IRC 751 "Hot Assets": Calculating and Reporting Ordinary Income in Disposition of Partnership or LLC Interests

A live 110-minute CPE webinar with interactive Q&A


Wednesday, July 26, 2017
1:00pm-2:50pm EDT, 10:00am-11:50am PDT

Early Registration Discount Deadline, Friday, June 30, 2017


This webinar will provide accounting and tax professionals with a deep dive into the tax treatment of so-called Section 751 “hot assets” when a partner disposes of his or her partnership interest. The panel will discuss identifying, calculating and reporting of ordinary income from hot assets in the sale of a partnership or LLC interest, and will review the proposed regulations under Section 751(b).

Description

Generally, when a partner sells his or her partnership interest, the transaction is considered as the disposition of a capital asset, and any gain from the sale is taxed at lower capital gains rates. A notable exception to this treatment occurs when the partnership holds “hot assets” detailed in IRC Section 751.

In those cases, the sale of the partnership interest converts a portion of that long-term capital gain to ordinary income, and the sale may require the seller to report ordinary income in a transaction that generates a capital loss.
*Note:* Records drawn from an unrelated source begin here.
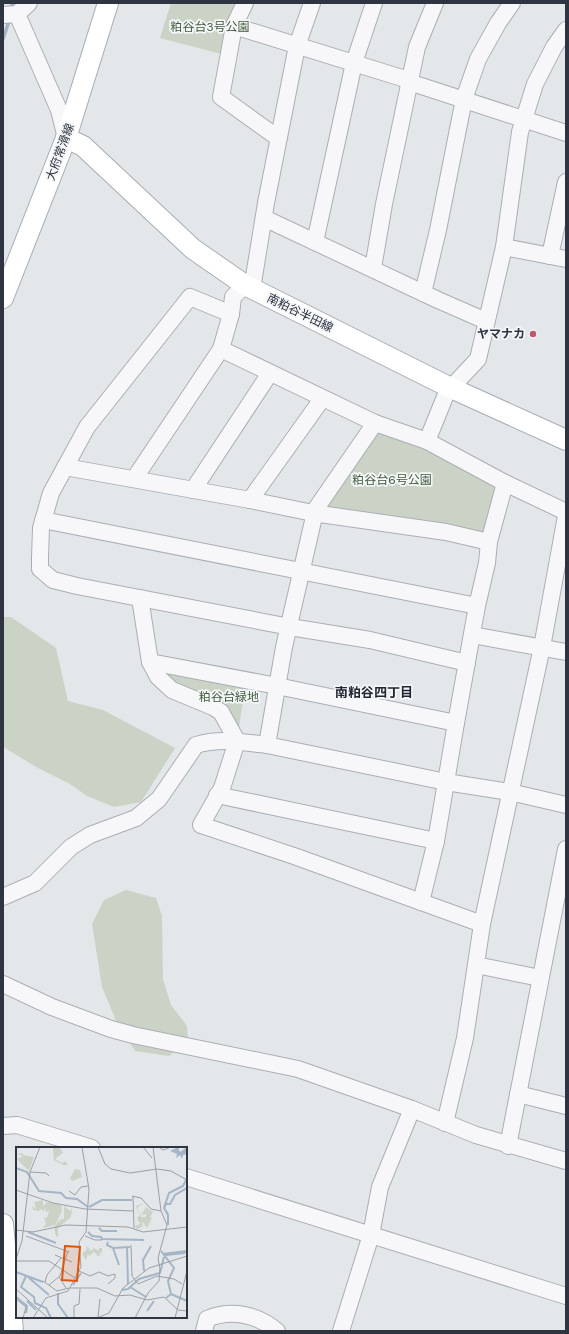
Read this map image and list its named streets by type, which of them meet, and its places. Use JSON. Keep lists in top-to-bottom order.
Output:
{
  "streets": {
    "main road": ["大府常滑線", "南粕谷半田線"]
  },
  "crossings": [
    ["大府常滑線", "南粕谷半田線"]
  ],
  "districts": ["南粕谷四丁目"],
  "parks": ["粕谷台3号公園", "粕谷台6号公園", "粕谷台緑地"],
  "places": ["ヤマナカ"]
}
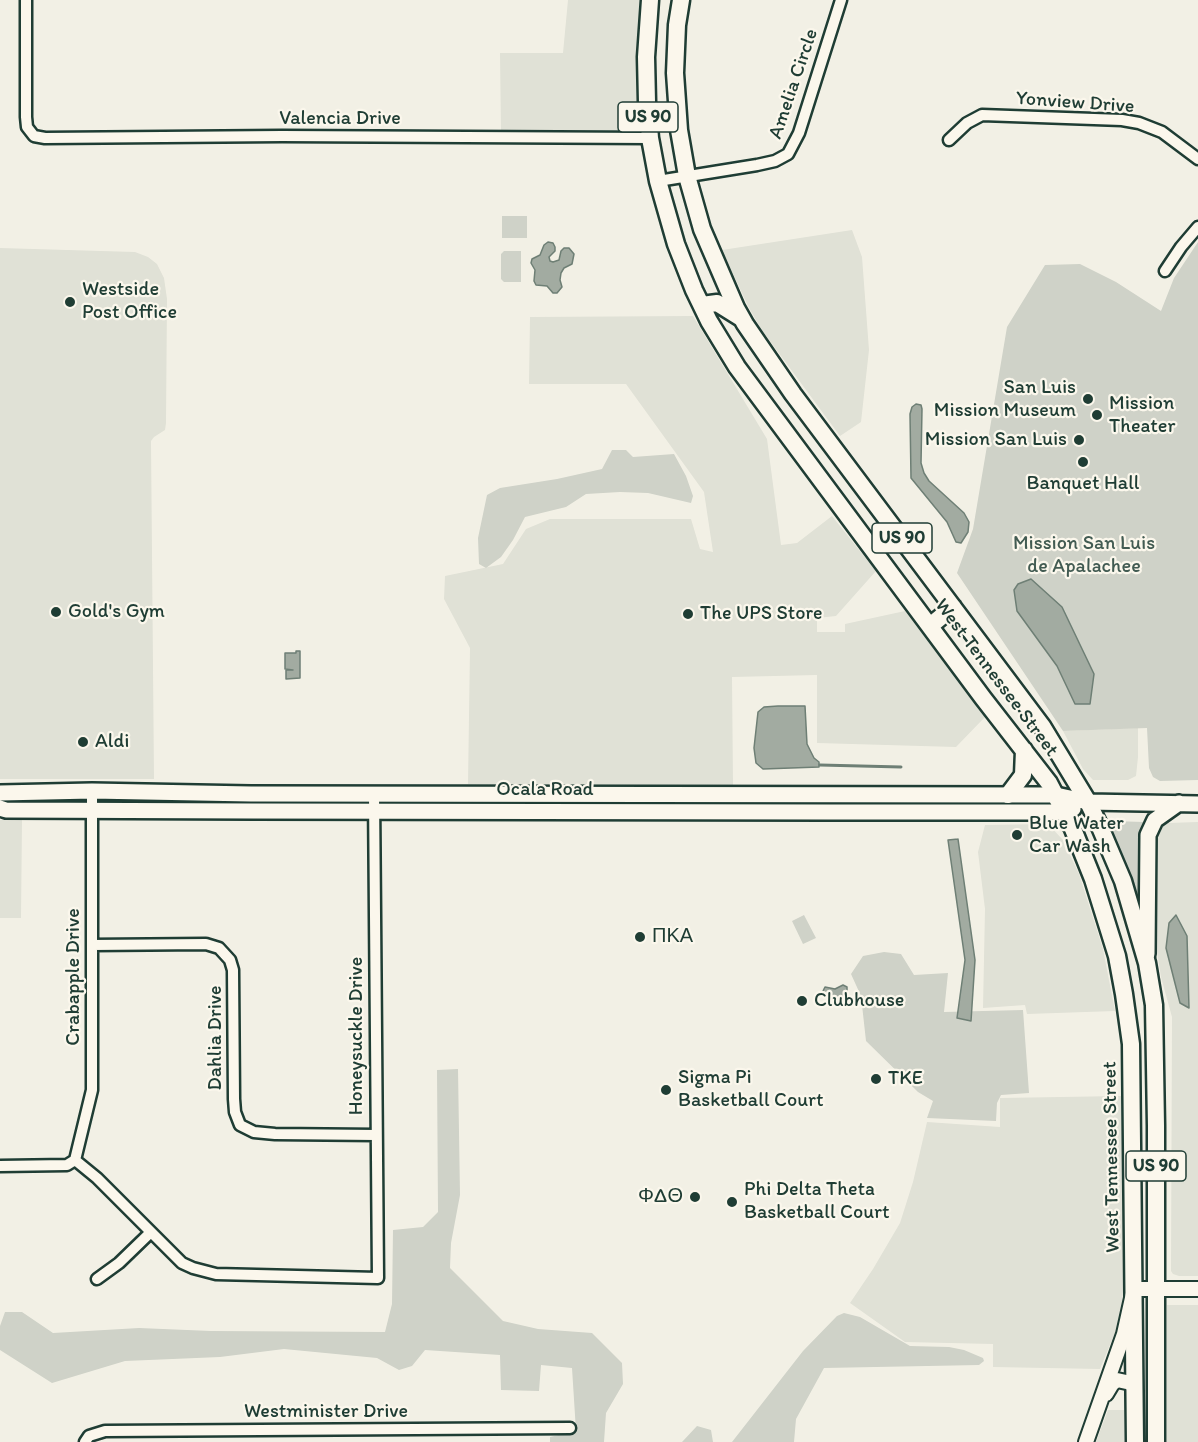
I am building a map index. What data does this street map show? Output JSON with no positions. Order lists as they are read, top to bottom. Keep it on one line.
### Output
{"streets":{"main road":["US 90","West Tennessee Street","Ocala Road"],"street":["Amelia Circle","Yonview Drive","Valencia Drive","Crabapple Drive","Honeysuckle Drive","Dahlia Drive","Westminister Drive"]},"crossings":[["Amelia Circle","West Tennessee Street"],["Valencia Drive","West Tennessee Street"],["West Tennessee Street","Ocala Road"],["Ocala Road","Crabapple Drive"],["Ocala Road","Honeysuckle Drive"],["Crabapple Drive","Dahlia Drive"],["Honeysuckle Drive","Dahlia Drive"]],"parks":["Mission San Luis de Apalachee"],"places":["Westside Post Office","San Luis Mission Museum","Mission Theater","Mission San Luis","Banquet Hall","Gold's Gym","The UPS Store","Aldi","Blue Water Car Wash","ΠΚΑ","Clubhouse","TKE","Sigma Pi Basketball Court","ΦΔΘ","Phi Delta Theta Basketball Court"]}
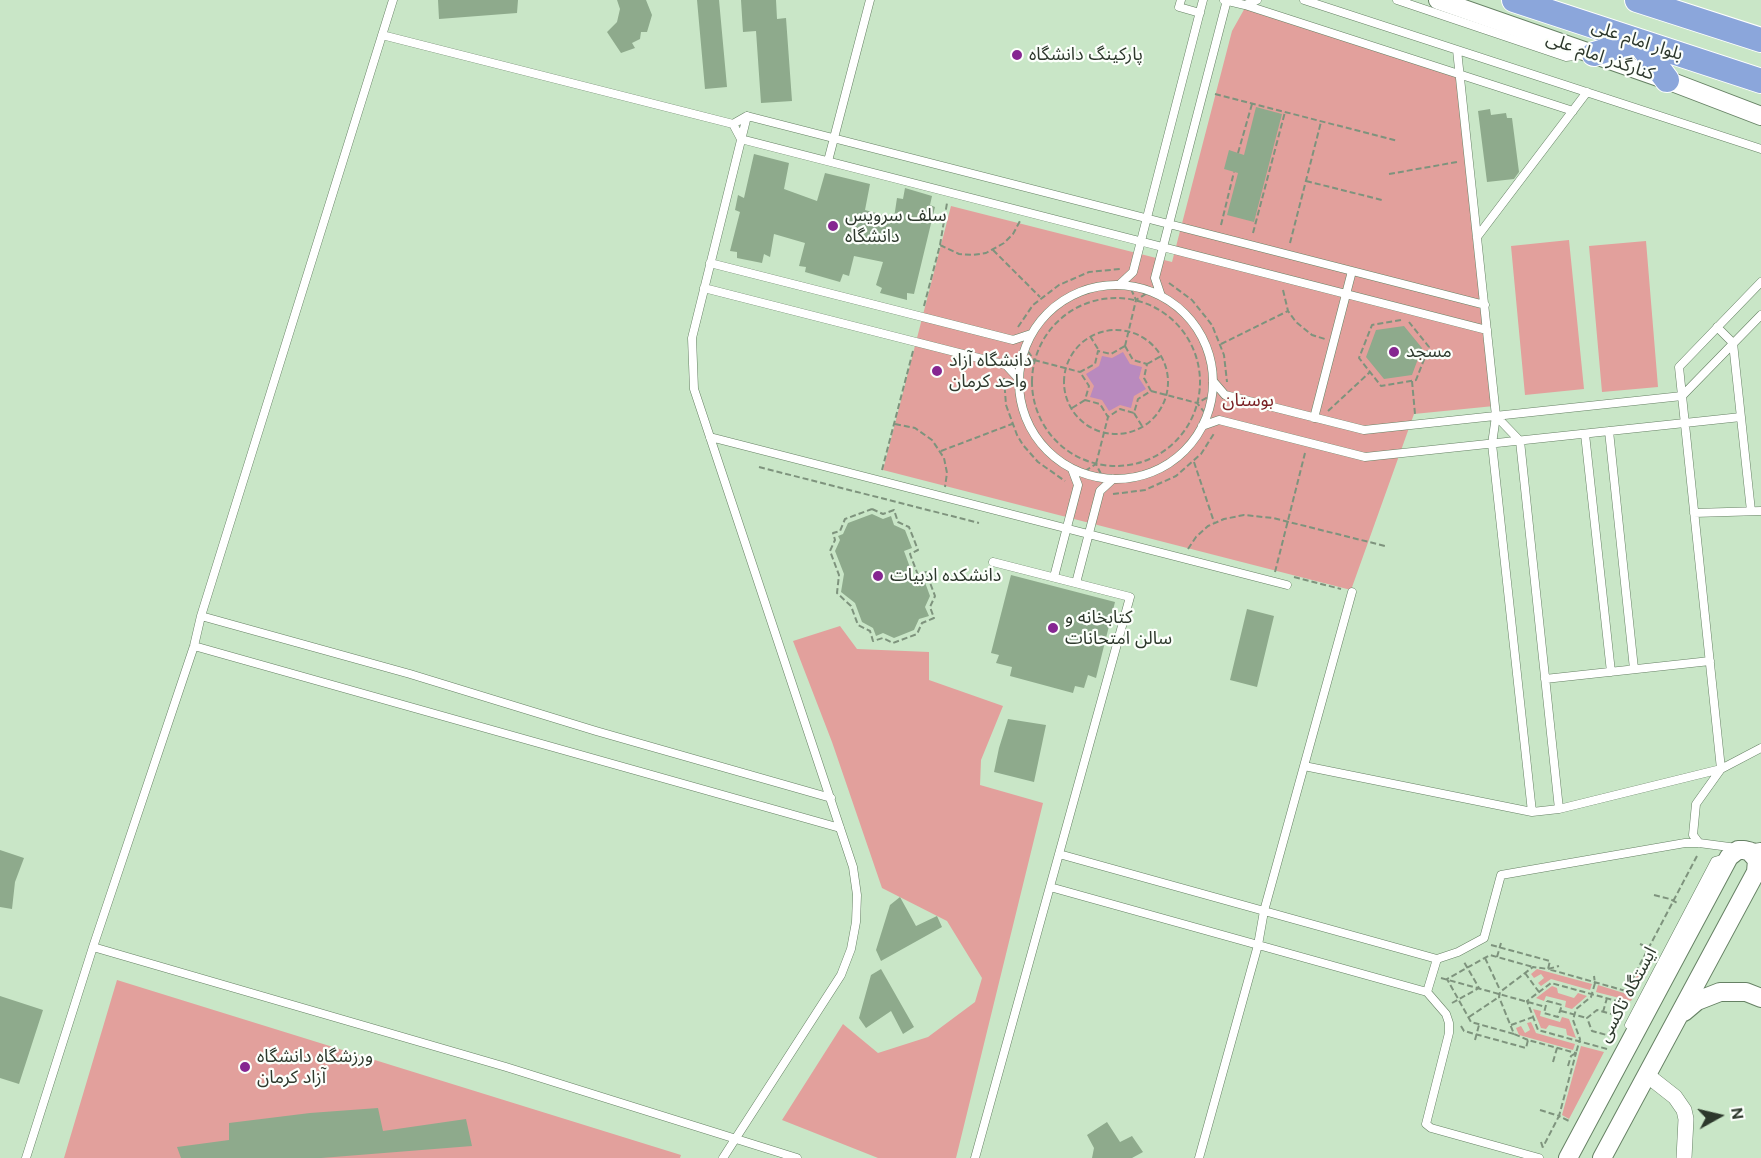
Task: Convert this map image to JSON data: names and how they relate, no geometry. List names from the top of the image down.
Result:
{
  "streets": {
    "highway": ["بلوار امام علی"],
    "street": ["کنارگذر امام علی"]
  },
  "parks": ["بوستان"],
  "places": [
    "پارکینگ دانشگاه",
    "سلف سرویس دانشگاه",
    "مسجد",
    "دانشگاه آزاد واحد کرمان",
    "دانشکده ادبیات",
    "کتابخانه و سالن امتحانات",
    "ورزشگاه دانشگاه آزاد کرمان"
  ],
  "north": "right"
}
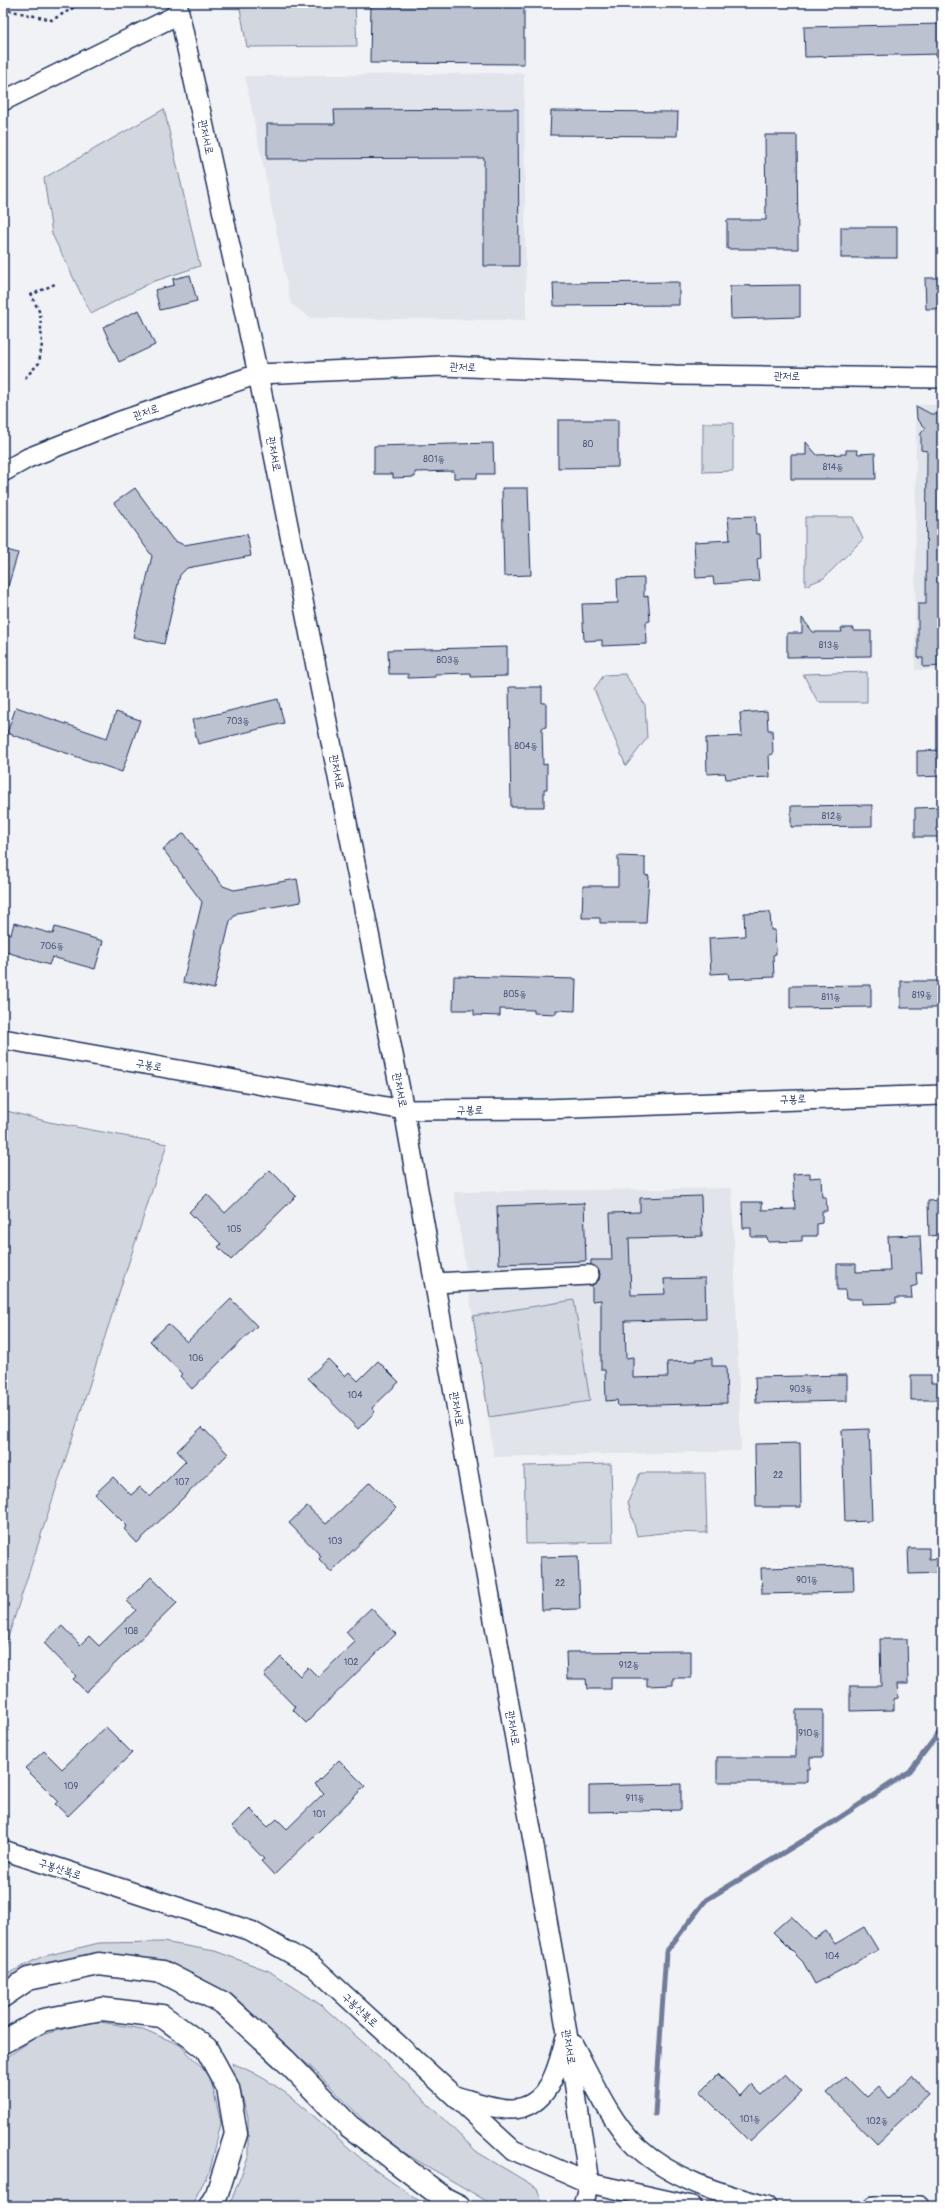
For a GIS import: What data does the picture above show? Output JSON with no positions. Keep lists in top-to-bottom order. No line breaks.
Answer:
{"streets":{"street":["관저서로","관저로","구봉로","구봉산북로"]},"crossings":[["관저서로","관저로"],["관저서로","구봉로"],["관저서로","구봉산북로"]],"house_numbers":["80","801동","814동","813동","803동","703동","804동","812동","706동","805동","819동","811동","105","106","903동","104","22","107","103","901동","22","108","102","912동","910동","109","911동","101","104","101동","102동"]}
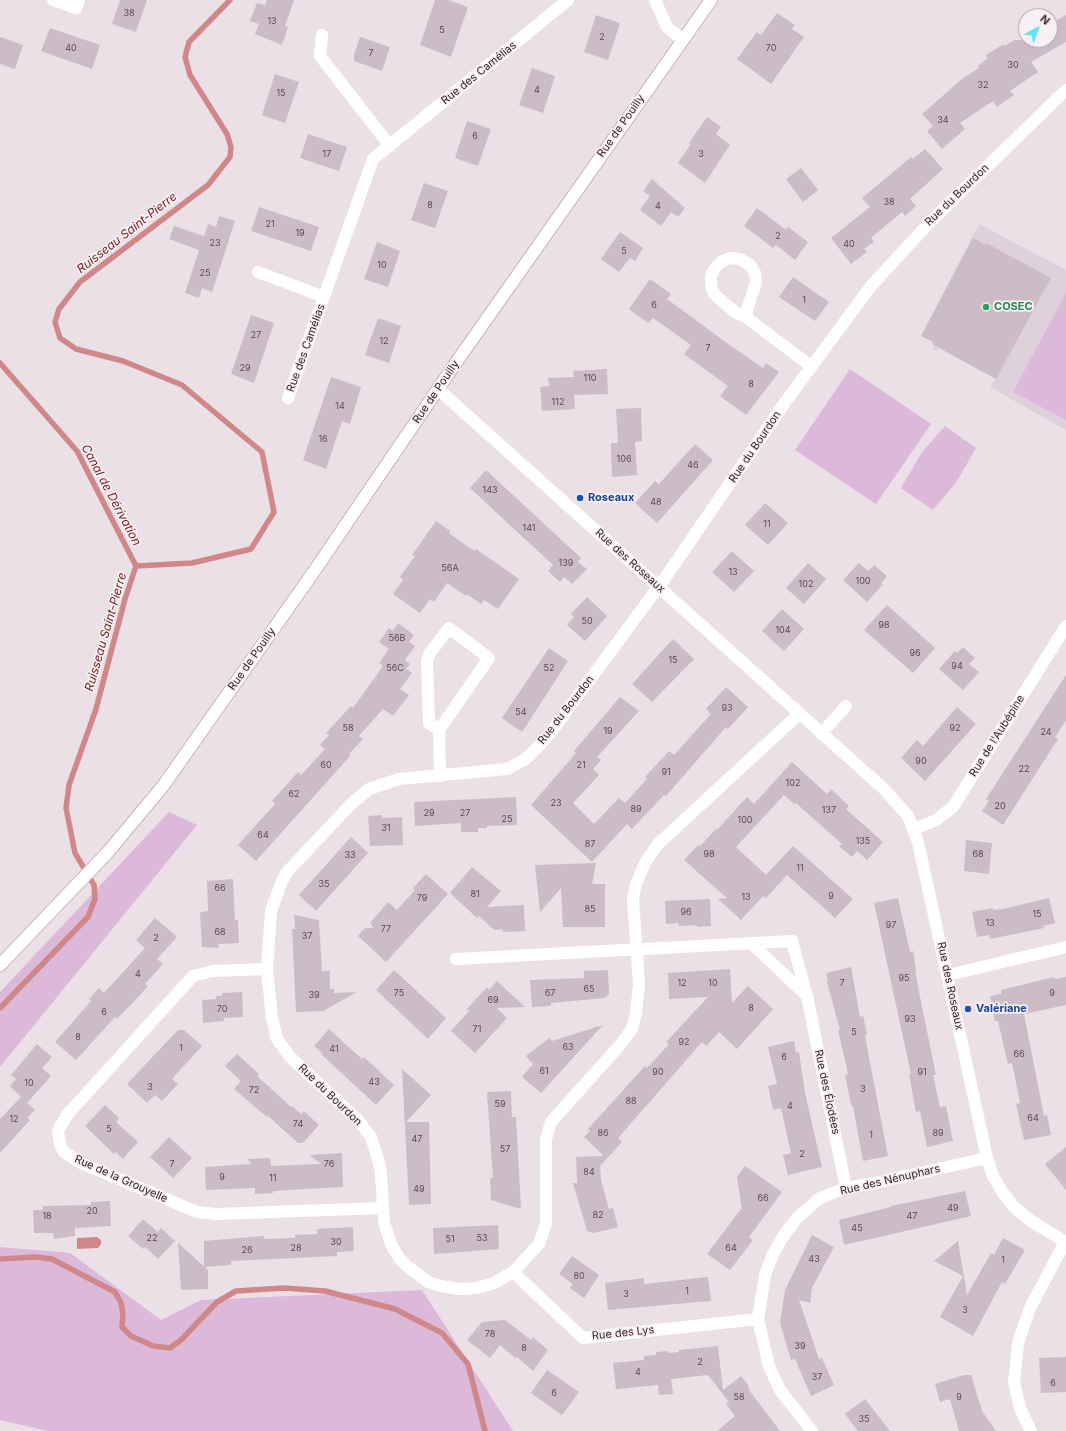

Section 751 was implemented to prevent partners from claiming favorable capital gain treatment on income that would be taxed as ordinary income if realized by the partnership, and lists two basic classes of properties requiring reclassification: “inventory” and “unrealized receivables.”

Taxpayers holding interests in partnerships with significant levels of either inventory or unrealized receivables must be aware, prior to sale of the interest, of the different tax treatment of these assets to avoid negative tax consequences. Section 751 applies when there is a shift in “hot assets,” whether a partner has capital gains or not.

Because the regulations seem to provide some difference in treatment depending on whether the transaction is structured as a sale of interest or a redemption, tax advisers should calculate the impact of Section 751 assets in each scenario to achieve the best possible tax result.

Listen as our expert panel provides a deep exploration into the Section 751 requirements, offering practical guidance and best practices for avoiding unforeseen tax traps in partnership interest dispositions.

Outline

  1. Section 751(a) asset rules
  2. Section 752(b) listed assets
    1. Inventory
    2. Unrealized receivables
    3. Substantially appreciated inventory
  3. Proposed regulations under Section 751

Benefits

The panel will discuss these and other important issues:

  • How does the regime of Section 751 work in calculating gain/loss from ordinary income producing assets held at the partnership level?
  • What assets does Section 751 require to be calculated separately?
  • How are inventory assets treated differently in a redemption vs. a sale of partnership interest?
  • What options are available regarding cost allocation to minimize gain calculations on Section 751 assets?
  • What are the potential effects of the proposed regulations under Section 751(b)?

Learning Objectives

After completing this course, you will be able to:

  • Identify the specific rules governing tax treatment of Section 751 assets in a partnership disposition
  • Recognize assets that will trigger ordinary income recognition upon sale of a partnership interest
  • Discern circumstances in which a redemption may achieve better tax results for the selling partner than a sale

Faculty

Yoram Keinan, Partner
Smith Gambrell & Russell, New York

With more than two decades of experience in tax law both in the United States and in Israel, Mr. Keinan focuses on U.S. and international taxation of financial products and institutions and represents multinational entities, banks, hedge funds, private equity funds and REITs. He has a broad tax practice, which also includes representing high net-worth individuals and providing support to entities and individuals involved in IRS disputes. Prior to joining his Firm, he headed Carter Ledyard & Milburn’s Tax Practice in New York, served as shareholder at Greenberg Traurig’s Tax and International Tax Practices in New York, as senior manager with Ernst & Young’s National Tax Department in Washington, D.C., as an associate with Shearman & Sterling’s Tax Practice in Washington, DC., and as a Manager with Ernst & Young’s tax department in Israel.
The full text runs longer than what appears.